## What you will do
Scan the records that follow, and whenever a line has the word "lane", copy it.

*** Given records Section Begins ***

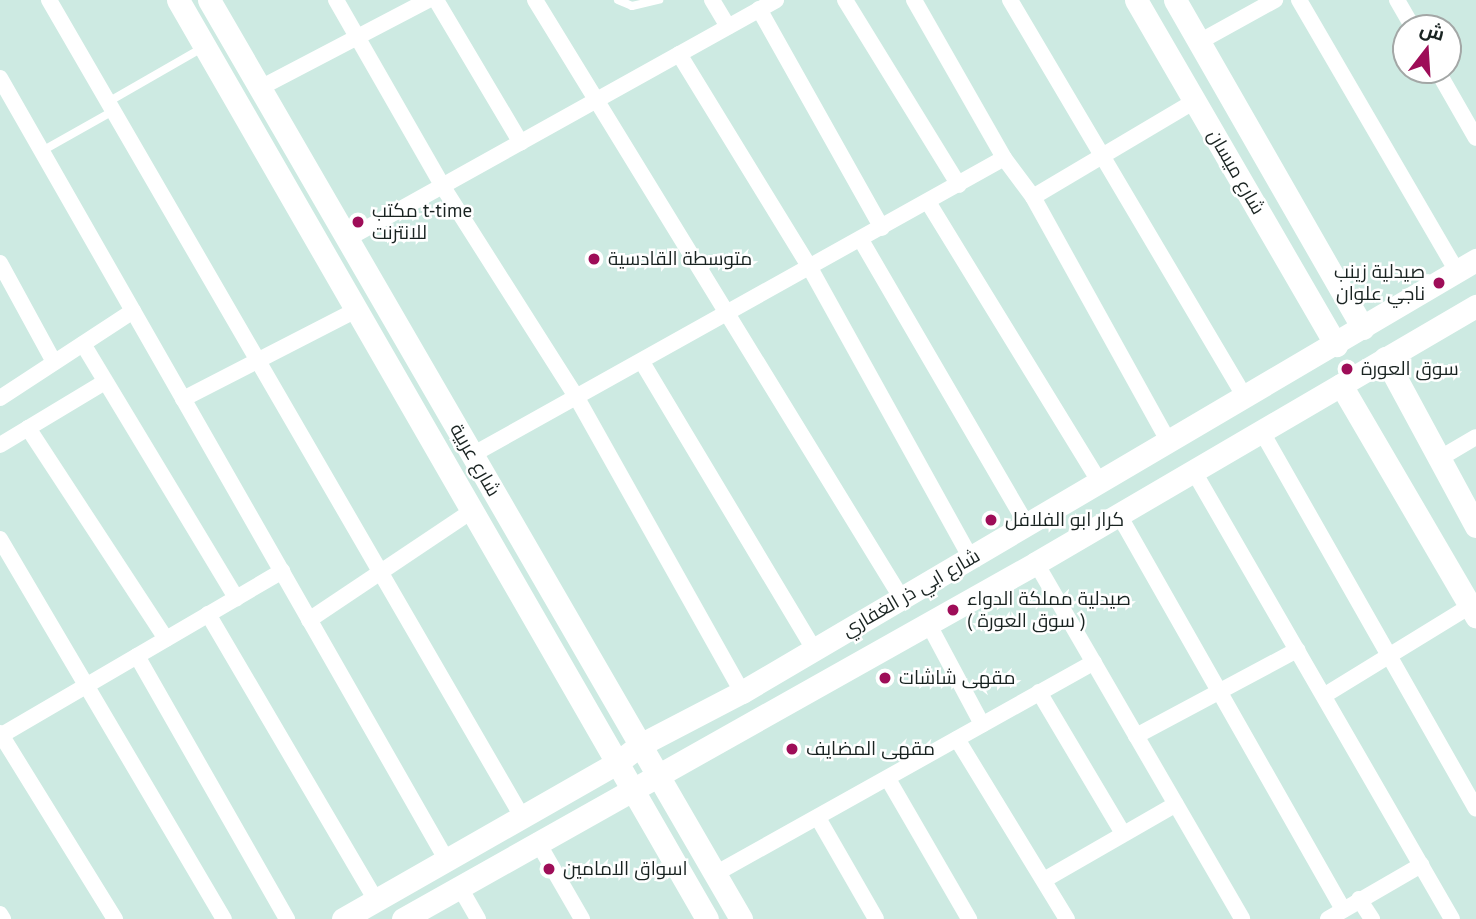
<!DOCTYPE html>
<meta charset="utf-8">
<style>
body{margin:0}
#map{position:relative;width:1476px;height:919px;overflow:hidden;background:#cdeae2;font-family:"PT Sans",Cairo,sans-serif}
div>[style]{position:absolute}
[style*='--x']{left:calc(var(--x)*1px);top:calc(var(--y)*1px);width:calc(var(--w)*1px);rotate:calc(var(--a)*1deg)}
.lane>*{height:8px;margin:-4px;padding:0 4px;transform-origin:4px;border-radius:4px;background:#fff}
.street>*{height:16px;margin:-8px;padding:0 8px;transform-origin:8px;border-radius:8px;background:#fff}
.secondary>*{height:23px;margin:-11.5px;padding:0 11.5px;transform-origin:11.5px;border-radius:11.5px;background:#fff}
.dots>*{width:19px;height:19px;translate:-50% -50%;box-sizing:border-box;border:4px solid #fff;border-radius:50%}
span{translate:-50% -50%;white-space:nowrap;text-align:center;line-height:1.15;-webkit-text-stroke:5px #fff;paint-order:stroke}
.street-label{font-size:19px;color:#192321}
.poi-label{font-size:19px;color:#192321}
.left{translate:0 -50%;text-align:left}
.right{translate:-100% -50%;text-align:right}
.north{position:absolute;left:1392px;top:14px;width:70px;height:70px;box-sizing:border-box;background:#fff;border:2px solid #a3a7a6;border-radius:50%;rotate:17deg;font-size:19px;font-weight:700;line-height:28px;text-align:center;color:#192321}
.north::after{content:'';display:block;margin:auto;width:24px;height:32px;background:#9e0d58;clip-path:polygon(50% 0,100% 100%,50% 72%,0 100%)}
</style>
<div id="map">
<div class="lane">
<div style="--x:618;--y:0;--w:15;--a:23"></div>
<div style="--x:632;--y:6;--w:28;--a:-13"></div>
<div style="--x:108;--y:102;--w:108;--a:-29.9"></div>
<div style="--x:42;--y:151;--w:81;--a:-29.4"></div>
</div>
<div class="street">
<div style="--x:49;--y:0;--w:942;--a:59.92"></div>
<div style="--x:336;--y:0;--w:215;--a:60.2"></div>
<div style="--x:443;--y:187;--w:250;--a:57.6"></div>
<div style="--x:577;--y:398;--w:337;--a:60.7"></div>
<div style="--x:436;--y:0;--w:166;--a:59.3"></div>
<div style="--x:535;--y:0;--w:702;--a:58.5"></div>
<div style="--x:712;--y:0;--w:31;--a:59"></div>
<div style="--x:845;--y:0;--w:217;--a:58.4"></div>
<div style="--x:914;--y:0;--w:182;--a:60.3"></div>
<div style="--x:1004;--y:158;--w:49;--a:53.4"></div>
<div style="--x:1033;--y:197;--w:280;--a:61"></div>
<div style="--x:1010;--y:0;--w:462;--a:59.4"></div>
<div style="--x:1299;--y:0;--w:314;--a:59.8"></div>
<div style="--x:1397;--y:0;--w:32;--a:60"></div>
<div style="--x:759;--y:9;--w:251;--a:60.7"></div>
<div style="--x:1199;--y:42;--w:87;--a:-28.9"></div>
<div style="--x:679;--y:54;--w:251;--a:58.5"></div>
<div style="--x:810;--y:268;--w:332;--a:61"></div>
<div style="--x:1437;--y:70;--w:78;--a:60.2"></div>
<div style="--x:0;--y:78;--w:899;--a:60.27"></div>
<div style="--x:260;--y:88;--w:190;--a:-27.6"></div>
<div style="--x:1033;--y:197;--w:188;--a:-30.7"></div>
<div style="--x:928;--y:202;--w:329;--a:58.5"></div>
<div style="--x:347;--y:239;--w:491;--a:-29.1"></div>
<div style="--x:861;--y:240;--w:330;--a:59.8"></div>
<div style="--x:0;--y:263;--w:113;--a:61.4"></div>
<div style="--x:83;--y:344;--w:297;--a:58.9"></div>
<div style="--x:642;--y:362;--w:335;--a:59.1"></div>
<div style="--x:0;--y:398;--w:159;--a:-33.2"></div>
<div style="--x:183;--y:399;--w:195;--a:-27.2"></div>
<div style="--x:28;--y:428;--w:252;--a:56.8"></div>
<div style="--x:1262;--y:432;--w:433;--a:60.4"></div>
<div style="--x:0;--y:445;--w:120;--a:-31"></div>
<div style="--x:472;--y:455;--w:609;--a:-29.17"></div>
<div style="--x:1437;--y:460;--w:45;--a:-30.5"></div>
<div style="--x:1193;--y:470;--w:518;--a:60.02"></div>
<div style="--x:1119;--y:515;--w:454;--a:60.4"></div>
<div style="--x:0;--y:539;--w:441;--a:59.5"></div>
<div style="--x:1036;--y:563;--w:411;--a:59.9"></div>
<div style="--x:208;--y:614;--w:332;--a:59.6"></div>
<div style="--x:309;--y:620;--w:196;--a:-33.8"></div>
<div style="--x:928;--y:623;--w:115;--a:61.9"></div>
<div style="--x:137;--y:656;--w:303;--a:60.3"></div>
<div style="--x:1039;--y:692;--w:163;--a:59.3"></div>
<div style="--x:1325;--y:695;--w:170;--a:-31.5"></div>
<div style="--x:0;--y:733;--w:219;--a:58.3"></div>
<div style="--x:0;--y:736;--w:327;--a:-30.3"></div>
<div style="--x:1136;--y:736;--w:183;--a:-28.1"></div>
<div style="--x:957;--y:739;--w:211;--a:58.6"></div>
<div style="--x:888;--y:779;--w:162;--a:59.9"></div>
<div style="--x:818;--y:818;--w:116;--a:60.1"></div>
<div style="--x:537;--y:841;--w:90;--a:60"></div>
<div style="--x:715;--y:874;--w:434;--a:-29.2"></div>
<div style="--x:1044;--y:880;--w:152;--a:-29.9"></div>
<div style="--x:459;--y:886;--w:38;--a:60"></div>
<div style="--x:1359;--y:899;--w:24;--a:57"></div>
<div style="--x:0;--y:914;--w:6;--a:59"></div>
<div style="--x:1328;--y:919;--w:108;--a:-30.1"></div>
</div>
<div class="secondary">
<div style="--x:178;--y:0;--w:1060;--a:60.07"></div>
<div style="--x:209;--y:0;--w:1062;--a:59.93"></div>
<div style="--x:1136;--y:0;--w:399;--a:59.9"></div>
<div style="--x:1175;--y:0;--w:378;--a:60.2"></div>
<div style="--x:1385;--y:358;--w:191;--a:61.6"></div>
<div style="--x:1341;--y:385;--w:268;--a:59.7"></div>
<div style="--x:343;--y:919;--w:315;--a:-29.7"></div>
<div style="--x:617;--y:763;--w:29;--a:-38"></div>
<div style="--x:640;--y:745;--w:115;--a:-27.5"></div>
<div style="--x:742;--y:692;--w:852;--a:-30.48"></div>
<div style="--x:403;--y:919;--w:726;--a:-29.35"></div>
<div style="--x:1036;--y:563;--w:510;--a:-30.29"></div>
</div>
<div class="dots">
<div style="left:358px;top:222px;background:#9e0d58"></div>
<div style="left:594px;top:259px;background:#9e0d58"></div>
<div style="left:1439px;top:283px;background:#9e0d58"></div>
<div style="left:1347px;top:369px;background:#9e0d58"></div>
<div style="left:991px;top:520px;background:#9e0d58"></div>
<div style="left:953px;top:610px;background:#9e0d58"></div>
<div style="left:885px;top:678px;background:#9e0d58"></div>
<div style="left:792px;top:749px;background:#9e0d58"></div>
<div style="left:549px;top:869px;background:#9e0d58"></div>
</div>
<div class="street-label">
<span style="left:1236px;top:172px;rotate:60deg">شارع ميسان</span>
<span style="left:475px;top:460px;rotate:60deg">شارع عربية</span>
<span style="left:911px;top:593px;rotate:-30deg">شارع ابي ذر الغفاري</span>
</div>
<div class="poi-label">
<span class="left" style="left:372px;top:222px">مكتب t-time<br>للانترنت</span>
<span class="left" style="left:608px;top:259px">متوسطة القادسية</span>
<span class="right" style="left:1425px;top:283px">صيدلية زينب<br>ناجي علوان</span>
<span class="left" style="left:1361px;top:369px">سوق العورة</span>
<span class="left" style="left:1005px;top:520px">كرار ابو الفلافل</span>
<span class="left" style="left:967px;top:610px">صيدلية مملكة الدواء<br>( سوق العورة )</span>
<span class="left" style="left:899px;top:678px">مقهى شاشات</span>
<span class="left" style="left:806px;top:749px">مقهى المضايف</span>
<span class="left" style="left:563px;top:869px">اسواق الامامين</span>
</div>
<div class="north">ش</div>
</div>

*** Given records Section Ends ***

## Solution
.lane>*{height:8px;margin:-4px;padding:0 4px;transform-origin:4px;border-radius:4px;background:#fff}
<div class="lane">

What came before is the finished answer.